Unfortunatly this is true; however this is only for Houston and other "sanctuary cities" without getting to political on here there is a petetion going around for folks who live in the city limits to end this "sanctuary city" policy.


----------



## ol' salt

Outstanding job Makaira1. If we intend to have fish to catch tomorrow, we need to protect the resource today. Not only did you do that, but you persisted in the face of difficulty. Thank you for helping us all.


----------



## Brew

Just sent some greenage your way. OUTSTANDING JOB YOU DID THIS AM!! My future grandchildren and I thank you!

Jeff


----------



## OUTLAW

Ditto on what everybody said, great job


----------



## Bevo34

*greenie sent*

greenie sent​


----------



## specker

Just wonder? What about those fishes they caught? 
Nice Job :bounce:


----------



## Brad Beaulieu

Good job man ! Us police always appreciate the help we get from citizens. 
Last year we while fishing out of PM we came across a gill net. It was disgusting. You wouldn't believe the sharks that were in it. We managed to cut a turtle loose and save him. He was exhausted and could barely swim. We cut out sharks and dolphin for about an hour then realized we were not making headway. Couldn't get a cell signal although we were about 4 miles out. Couldn't get a single answer from anyone on the VHF (good thing we weren't in danger !!). Ended up taking pictures and marking it with the GPS. Called TPW when we got in and about 4-5 hours later they showed. Later said they couldn't find anything using the numbers we gave. We offered to take my boat back out and help but they said they would fly it the next day and look from the air. We left that next day so I don't know if they got it or not. 
I hope whoever was responsible for it gets what they deserve in the end. I get mad all over again when I look at the pictures.


----------



## joe martin

Good work to all. I am glad to see people take a stand. Thanks to all..


----------



## mastercylinder60

way to be a conscientious citizen, makaira! i add my thanks to you for doing the right thing.

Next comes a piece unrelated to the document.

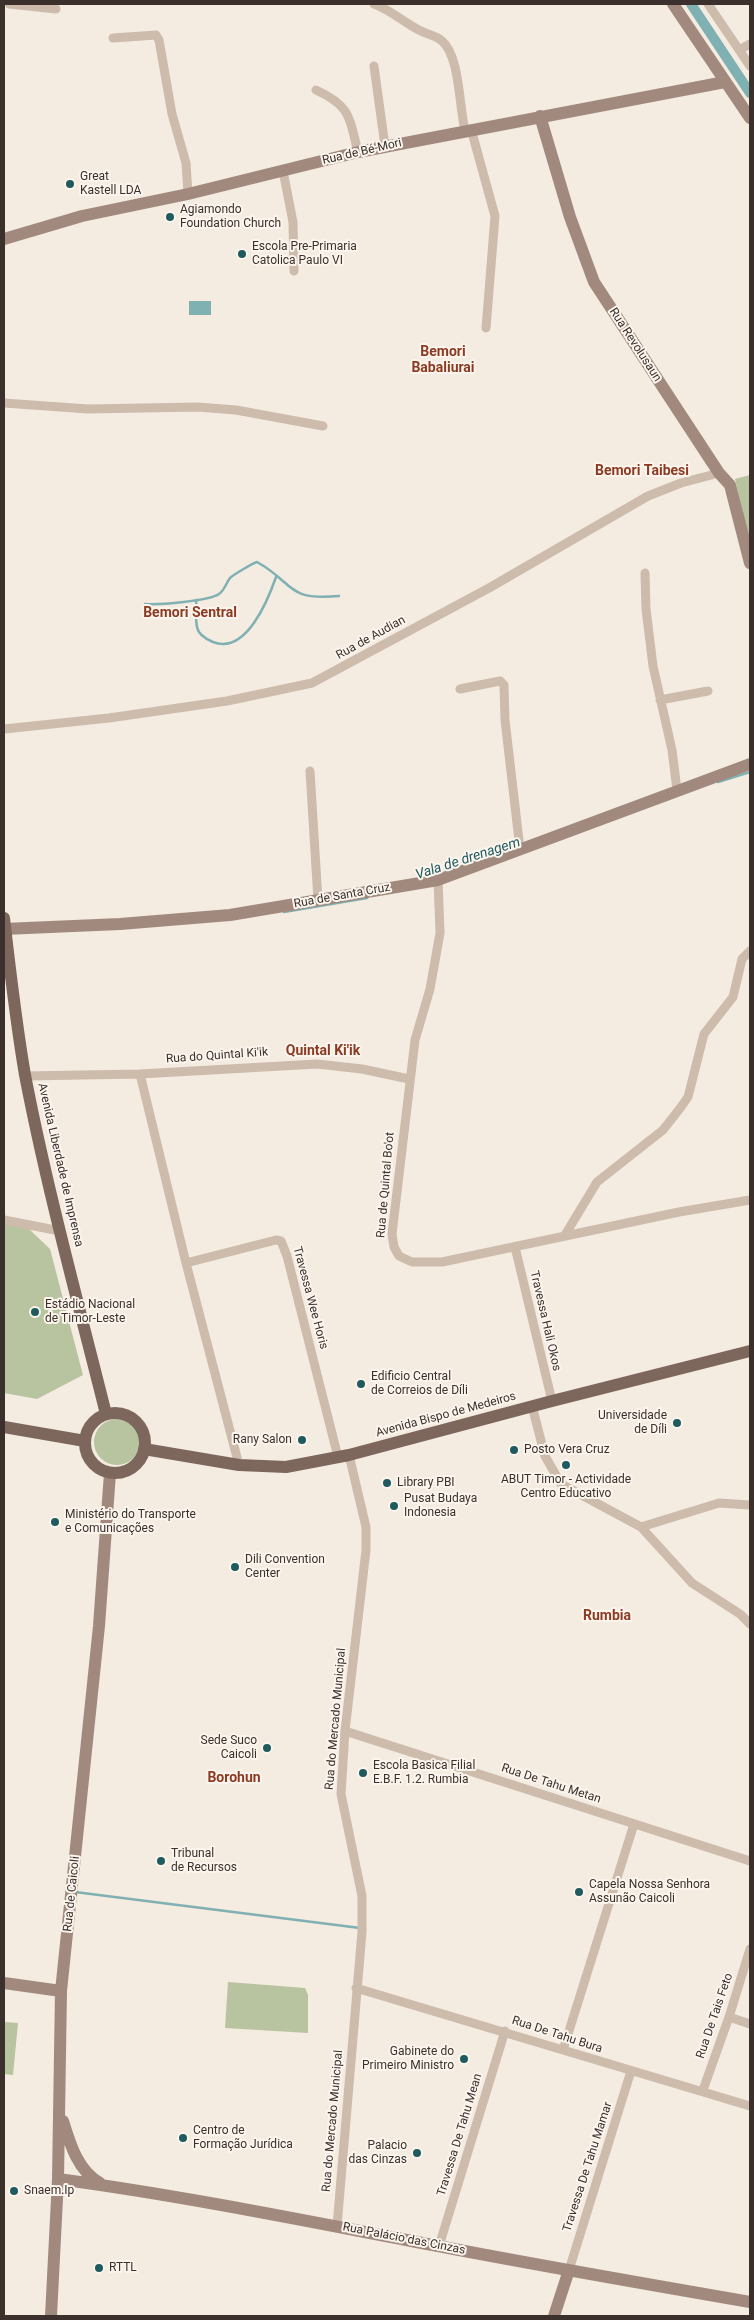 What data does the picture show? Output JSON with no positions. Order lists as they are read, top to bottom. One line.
{"streets":{"main road":["Avenida Liberdade de Imprensa","Avenida Bispo de Medeiros"],"street":["Rua de Bé-Mori","Rua Revolusaun","Rua de Audian","Rua de Santa Cruz","Rua do Quintal Ki'ik","Rua de Quintal Bo'ot","Travessa Wee Horis","Travessa Hali Okos","Rua do Mercado Municipal","Rua De Tahu Metan","Rua de Caicoli","Rua De Tais Feto","Rua De Tahu Bura","Travessa De Tahu Mean","Travessa De Tahu Mamar","Rua Palácio das Cinzas"]},"crossings":[["Rua de Bé-Mori","Rua Revolusaun"],["Rua Revolusaun","Rua de Audian"],["Rua de Santa Cruz","Avenida Liberdade de Imprensa"],["Rua de Santa Cruz","Rua de Quintal Bo'ot"],["Rua do Quintal Ki'ik","Avenida Liberdade de Imprensa"],["Rua do Quintal Ki'ik","Rua de Quintal Bo'ot"],["Avenida Liberdade de Imprensa","Avenida Bispo de Medeiros"],["Avenida Liberdade de Imprensa","Rua de Caicoli"],["Rua de Quintal Bo'ot","Travessa Hali Okos"],["Travessa Wee Horis","Avenida Bispo de Medeiros"],["Travessa Wee Horis","Rua do Mercado Municipal"],["Travessa Hali Okos","Avenida Bispo de Medeiros"],["Avenida Bispo de Medeiros","Rua do Mercado Municipal"],["Avenida Bispo de Medeiros","Rua de Caicoli"],["Rua do Mercado Municipal","Rua De Tahu Metan"],["Rua do Mercado Municipal","Rua De Tahu Bura"],["Rua do Mercado Municipal","Rua Palácio das Cinzas"],["Rua de Caicoli","Rua Palácio das Cinzas"],["Rua De Tais Feto","Rua De Tahu Bura"],["Rua De Tahu Bura","Travessa De Tahu Mean"],["Rua De Tahu Bura","Travessa De Tahu Mamar"],["Travessa De Tahu Mean","Rua Palácio das Cinzas"],["Travessa De Tahu Mamar","Rua Palácio das Cinzas"]],"districts":["Bemori Babaliurai","Bemori Taibesi","Bemori Sentral","Quintal Ki'ik","Rumbia","Borohun"],"water":["Vala de drenagem"],"places":["Great Kastell LDA","Agiamondo Foundation Church","Escola Pre-Primaria Catolica Paulo VI","Estádio Nacional de Timor-Leste","Edificio Central de Correios de Díli","Universidade de Díli","Rany Salon","Posto Vera Cruz","ABUT Timor - Actividade Centro Educativo","Library PBI","Pusat Budaya Indonesia","Ministério do Transporte e Comunicações","Dili Convention Center","Sede Suco Caicoli","Escola Basica Filial E.B.F. 1.2. Rumbia","Tribunal de Recursos","Capela Nossa Senhora Assunão Caicoli","Gabinete do Primeiro Ministro","Centro de Formação Jurídica","Palacio das Cinzas","Snaem.Ip","RTTL"]}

if i was in mexico and got busted for breaking the law, then complained that i didn't understand because the laws aren't written in english, they'd laugh at me while slamming the jail cell door in my face. 

i've always thought that "ignorance was no excuse" for not obeying the law.


----------



## reef_runner

Good job makaira1!!!!!!!!!!!!!!


----------



## KingTut

They have completely depleted the fisheries down south with their gill nets! Thank you for taking a stand for generations of future fisherman!


----------



## Stickemfisherman

ABIDE BY THE LAW, YOU NEVER KNOW WHEN A 2COOLER IS WATCHING!
Good Job!


----------



## txdougman

*Way to go!*

I salute you! Too bad those guys didn't get their truck confiscated so they would be at a real loss!

Good Job! Hope they hammerdown on Em.


----------



## fishcat01

Way to go, dude. Operation Game Thief does offer a monetary reward. This I know from personal experience. My future son-in-law called in about a year and a half ago when we saw numerous Mexican-americans (? - illegals) with stringers of 2,3, or 4 oversized black drum. The GW did show up about an hour and half after the call and gave a citation to one guy, the others had left already. Future son-in-law received a check for $300 a few months later.


----------



## ShawnQ

I did the same thing last year on Mustang Island - only they had snook, redfish, pompano, and trout - not sure if there were any sharks (we only saw a few of the fish).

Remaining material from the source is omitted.